Yes, Maggie's character was spunky, but she was spunky in a particular direction. Her sustaining drive was to fight in the ring. Most world class fighters have trained since childhood to do it. To start at Maggie's age would require extraordinary dedication to the trianing of her body and brain to the task of knocking another person unconscious. To lose all that, forever, to an ordinary career ending injury--detached retina, broken eye socket, torn rotator cuff, or organ damage--would be traumatic enough. To lose the entire body--to become a head--for a world class athlete would be a special kind of hell. It would mean never again doing the one thing in the world that she trained to do. Even athletes who retire from the sport because of simple age often need extensive counseling to face a life outside of their sport. (Each NFL team has an office dedicated to that.)

Hell, we're all terrified of one particular form of ruin. For me, it's profound brain injury or disease. Alzheimer's scares the shit out of me. The idea of losing memories, losing me, even as I sit there and watch, makes me physically sick. I think I could take anything but that. Cut my arms off, give me tumors, fire bullets through me, I'll fight to overcome them all and live; but show me a future with Alzheimers and I'll fight to die because I'll figure I'll have seen all I need to see.

That's where Maggie was, and as I recall she said as much toward the end of the film.

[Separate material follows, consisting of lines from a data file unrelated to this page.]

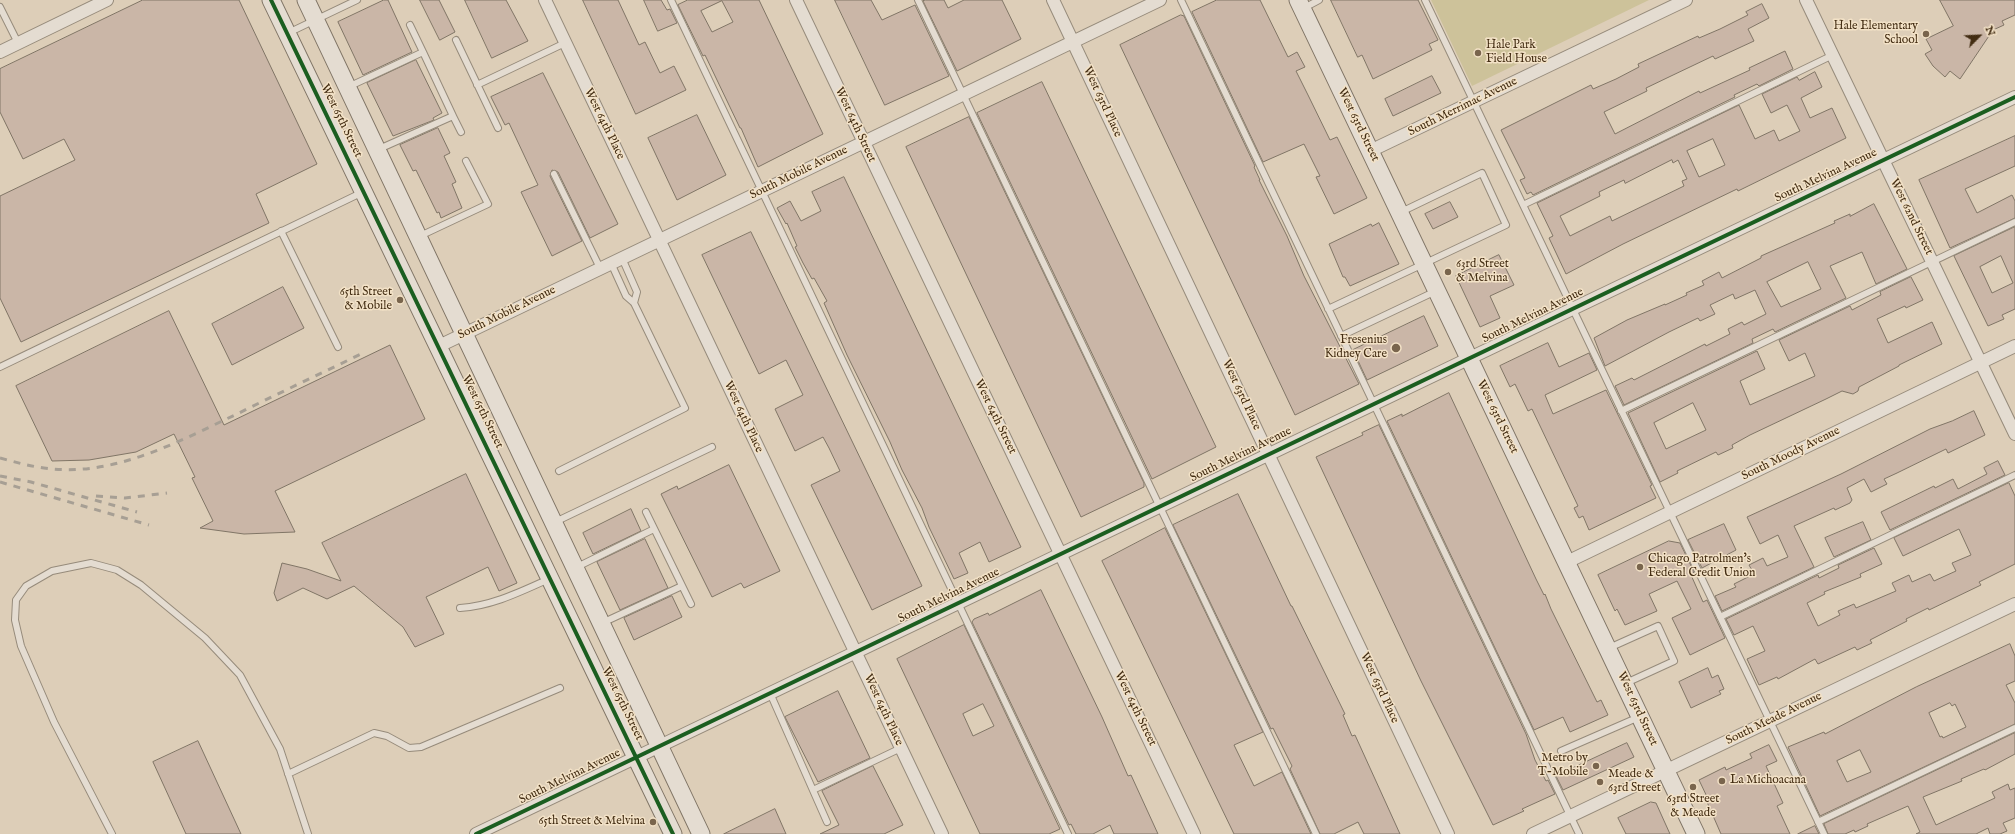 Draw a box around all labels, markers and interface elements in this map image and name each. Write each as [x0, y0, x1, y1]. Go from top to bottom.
north arrow [1959, 16, 1999, 56]
place label: Hale Elementary School [1833, 20, 1918, 48]
text: N [1982, 24, 1998, 38]
marker: Hale Elementary School [1921, 29, 1931, 39]
place label: Hale Park Field House [1486, 39, 1547, 67]
marker: Hale Park Field House [1473, 48, 1483, 58]
street label: West 63rd Place [1079, 64, 1125, 140]
street label: South Merrimac Avenue [1406, 74, 1520, 140]
street label: West 65th Street [317, 82, 365, 160]
street label: West 64th Street [831, 85, 879, 165]
street label: West 64th Place [581, 86, 627, 162]
street label: West 63rd Street [1334, 86, 1382, 164]
street label: South Mobile Avenue [748, 143, 850, 203]
street label: South Melvina Avenue [1773, 146, 1879, 206]
street label: West 62nd Street [1886, 176, 1936, 258]
place label: 63rd Street & Melvina [1456, 258, 1509, 286]
marker: 63rd Street & Melvina [1443, 267, 1453, 277]
street label: South Mobile Avenue [456, 283, 558, 343]
street label: South Melvina Avenue [1480, 285, 1586, 347]
place label: 65th Street & Mobile [340, 286, 392, 314]
marker: 65th Street & Mobile [395, 295, 405, 305]
place label: Fresenius Kidney Care [1325, 334, 1387, 362]
marker: Fresenius Kidney Care [1390, 342, 1402, 354]
street label: West 63rd Place [1218, 357, 1264, 433]
street label: West 65th Street [458, 373, 506, 451]
street label: West 64th Street [971, 377, 1019, 457]
street label: West 63rd Street [1473, 378, 1521, 456]
street label: West 64th Place [720, 379, 766, 455]
street label: South Melvina Avenue [1188, 424, 1294, 486]
street label: South Moody Avenue [1740, 424, 1842, 484]
place label: Chicago Patrolmen's Federal Credit Union [1648, 553, 1755, 581]
marker: Chicago Patrolmen's Federal Credit Union [1635, 562, 1645, 572]
street label: South Melvina Avenue [896, 565, 1002, 627]
street label: West 63rd Place [1356, 650, 1402, 726]
street label: West 65th Street [598, 665, 646, 743]
street label: West 64th Street [1111, 669, 1159, 749]
street label: West 63rd Street [1614, 670, 1660, 748]
street label: West 64th Place [860, 672, 906, 748]
street label: South Meade Avenue [1724, 690, 1824, 748]
street label: South Melvina Avenue [517, 746, 623, 808]
place label: Metro by T-Mobile [1538, 752, 1588, 780]
marker: Metro by T-Mobile [1591, 761, 1601, 771]
place label: Meade & 63rd Street [1608, 768, 1661, 796]
place label: La Michoacana [1730, 774, 1806, 788]
marker: La Michoacana [1717, 776, 1727, 786]
marker: Meade & 63rd Street [1595, 777, 1605, 787]
marker: 63rd Street & Meade [1688, 782, 1698, 792]
place label: 63rd Street & Meade [1667, 793, 1719, 821]
place label: 65th Street & Melvina [538, 815, 645, 829]
marker: 65th Street & Melvina [648, 817, 658, 827] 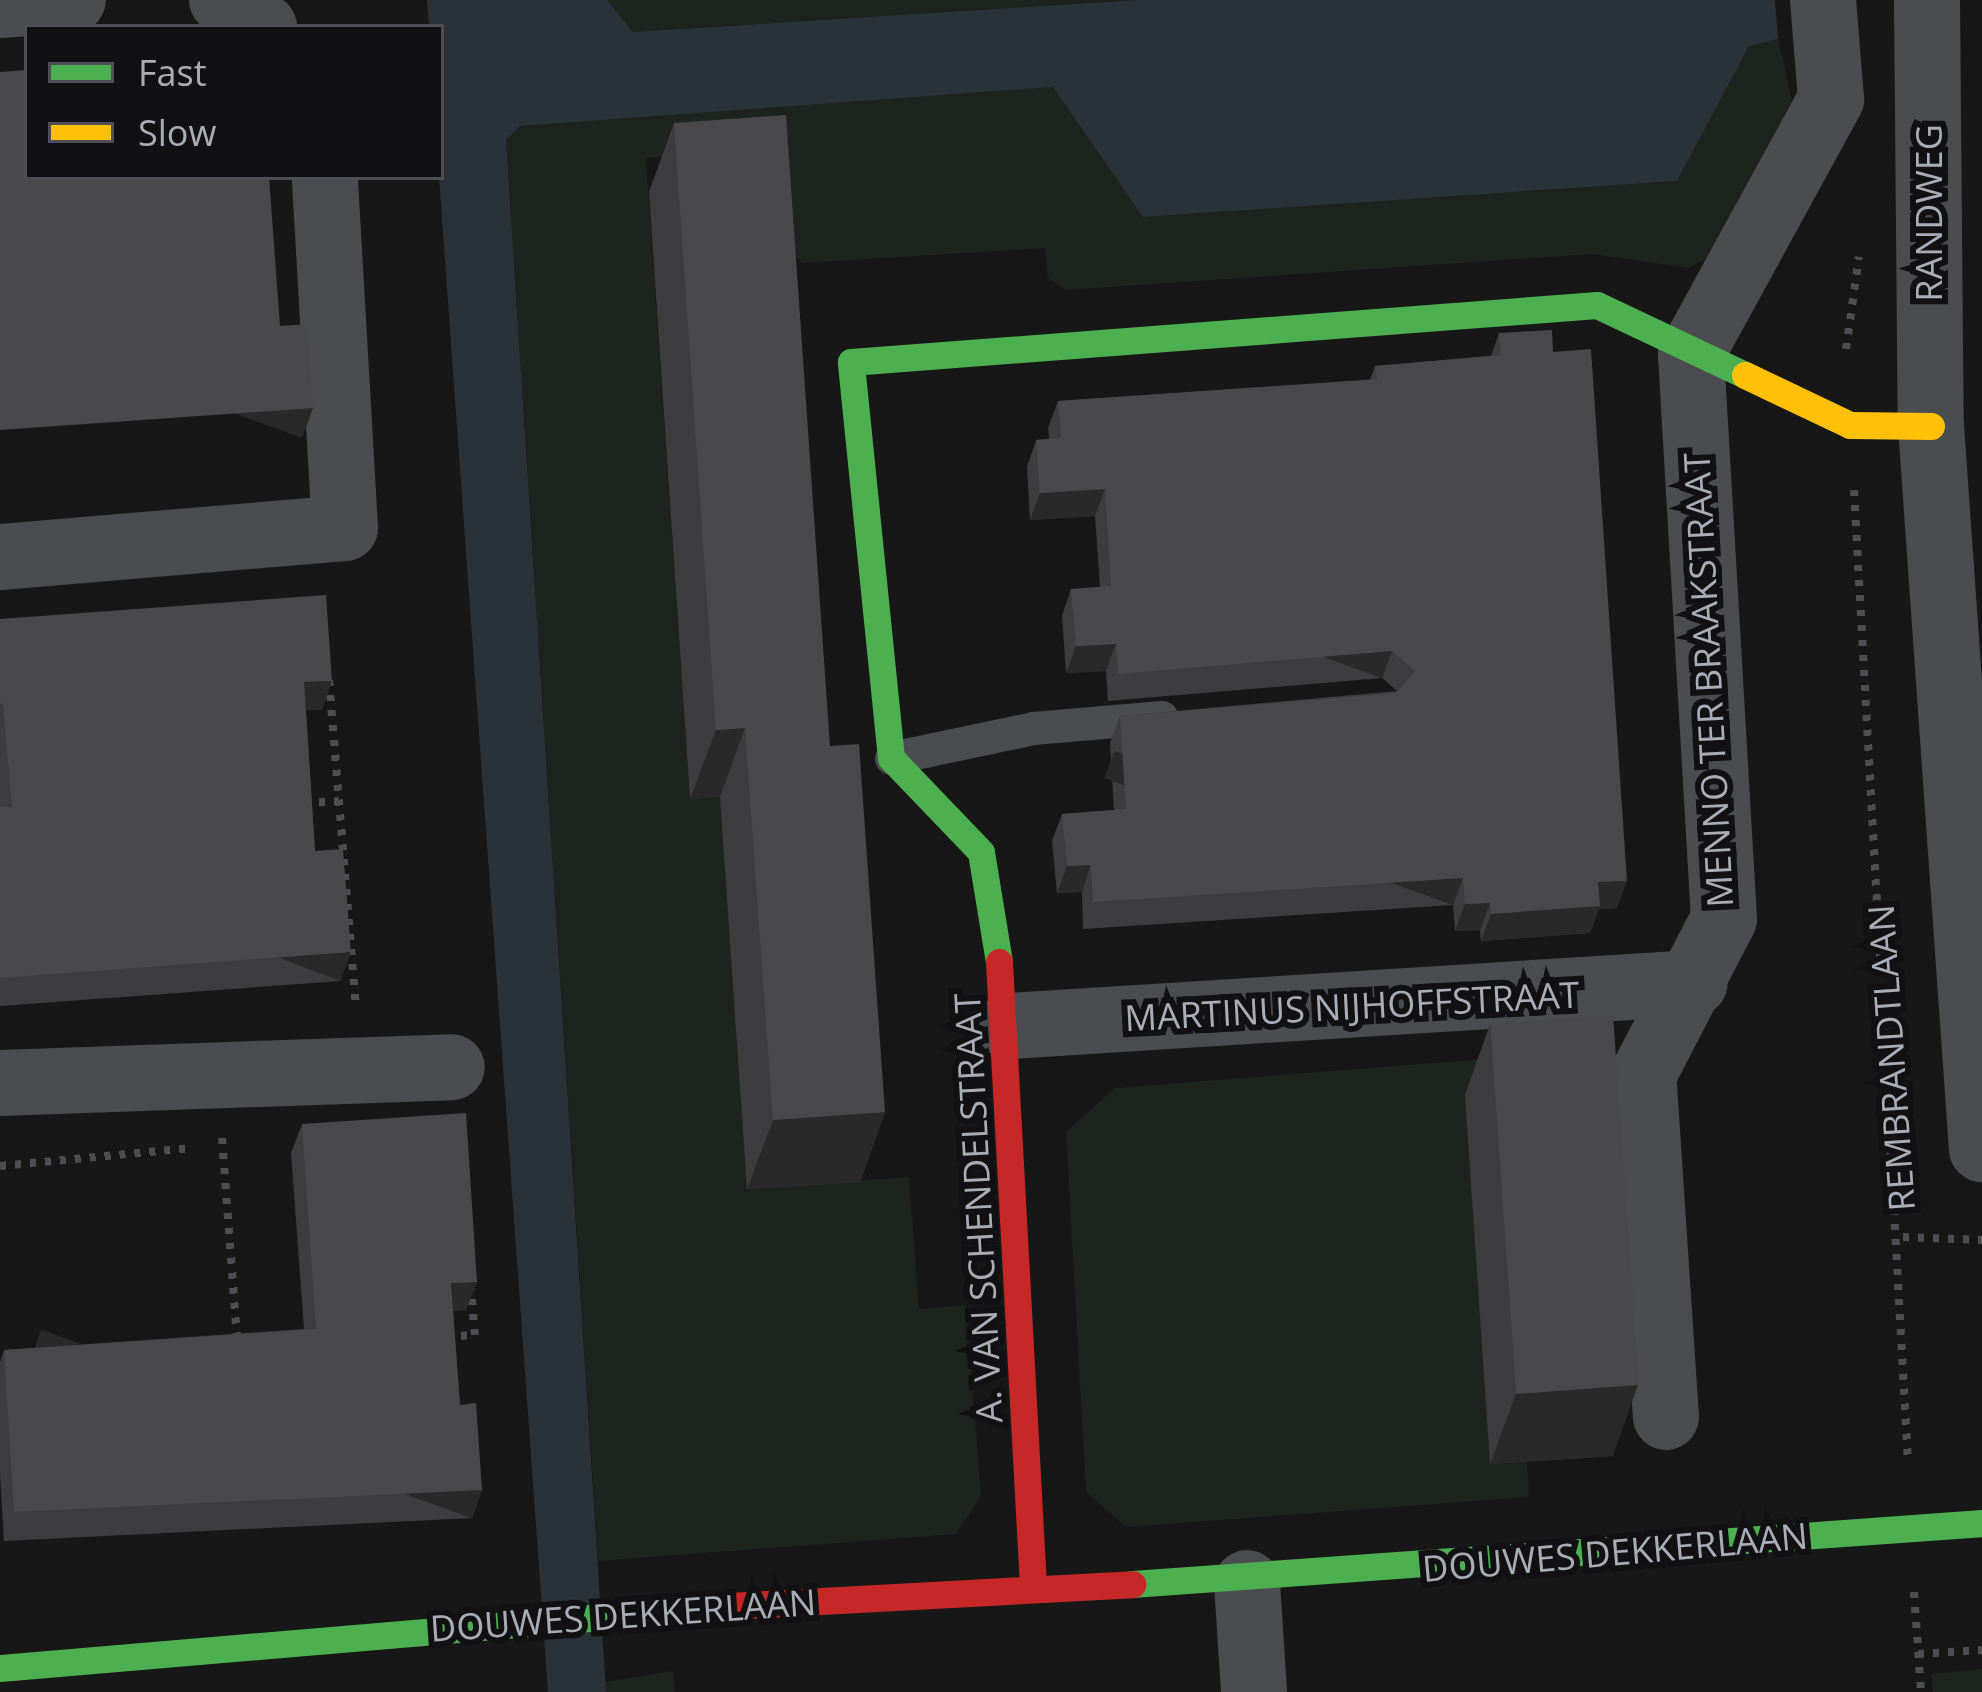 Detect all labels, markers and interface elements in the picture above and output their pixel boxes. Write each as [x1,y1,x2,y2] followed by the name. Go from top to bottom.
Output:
[24,24,444,180] legend
[138,48,207,97] text: Fast
[138,108,216,157] text: Slow
[1907,124,1951,302] street label: RANDWEG
[1675,451,1741,909] street label: MENNO TER BRAAKSTRAAT
[1859,903,1923,1213] street label: REMBRANDTLAAN
[1124,973,1580,1039] street label: MARTINUS NIJHOFFSTRAAT
[945,992,1011,1424] street label: A. VAN SCHENDELSTRAAT
[1421,1514,1809,1590] street label: DOUWES DEKKERLAAN
[429,1580,817,1650] street label: DOUWES DEKKERLAAN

There simply wasn't anything else she could think of to want in this world, and a future paralyzed scared the hell out of her. Would I have made that choice? Not under those conditions but maybe under others that scare me as much. I didn't need, as Emerson says he did, a longer period to watch her cope with it. I've written such transitional scenes many times over the years, and have always removed them later because I knew they were meant to make me feel better, not to simulate how real people make decisions. In real life decisions come quickly and often appear unearned to the outside observer. How much rehab would have allowed us to feel good about Maggie's decision to kill herself? How many tearful fights with Frank would the film have to parade for us? Three? Four? A dozen? Perhaps we could wheel in the obligatory scenes with psychiatrists and social workers. I'm sure they're stashed away somewhere in stock footage for the occasion. To bring us back to Greek tragedy for a moment, how many transition scenes were there between Oedipus's discovery that he'd murdered his father and married his mother and the time we see him blind and ragged. None. He runs off, and afterwards Creon and the Chrous describe what happened to Oedipus and Iocaste offstage. Fast forward to Shakespeare. Romeo needed no transition scenes to bring him to suicide in the crypt. He'd made the decision within seconds of hearing Juliet was dead. Othello went just as quickly after he'd leared what a fool he'd been to trust Iago. The rage he'd turned outward on Desdemona, then on Iago, he finally turned upon himself--a victim of his own passion. To use a more contemporary example, Keller in Arthur Miller's "All My Sons" kills himself within moments after a letter Keller had never read from his dead son reveals that his boy hated him for having filled planes with substandard parts. Transition scenes would have been a waste. Lesser writers stick them in a futile effort to convince himself and his audience that the person has earned a ticket out of life. Like funerals and wakes, such rituals are for us, not the victim.

The way it's done in "Million Dollar Baby", in its suddenness, stings more. It forces on us the question of whether what she wanted was justified, whether she was giving up too easily, and what Frank's real moral responsiblities were to his friend. And we're still stuck with those questions, some of the most awful that can be asked. People are still fighting about it, and will still be fighting about it, in the months and years to come. If this quality alone doesn't make "Million Dollar Baby" a great film, I don't know what does.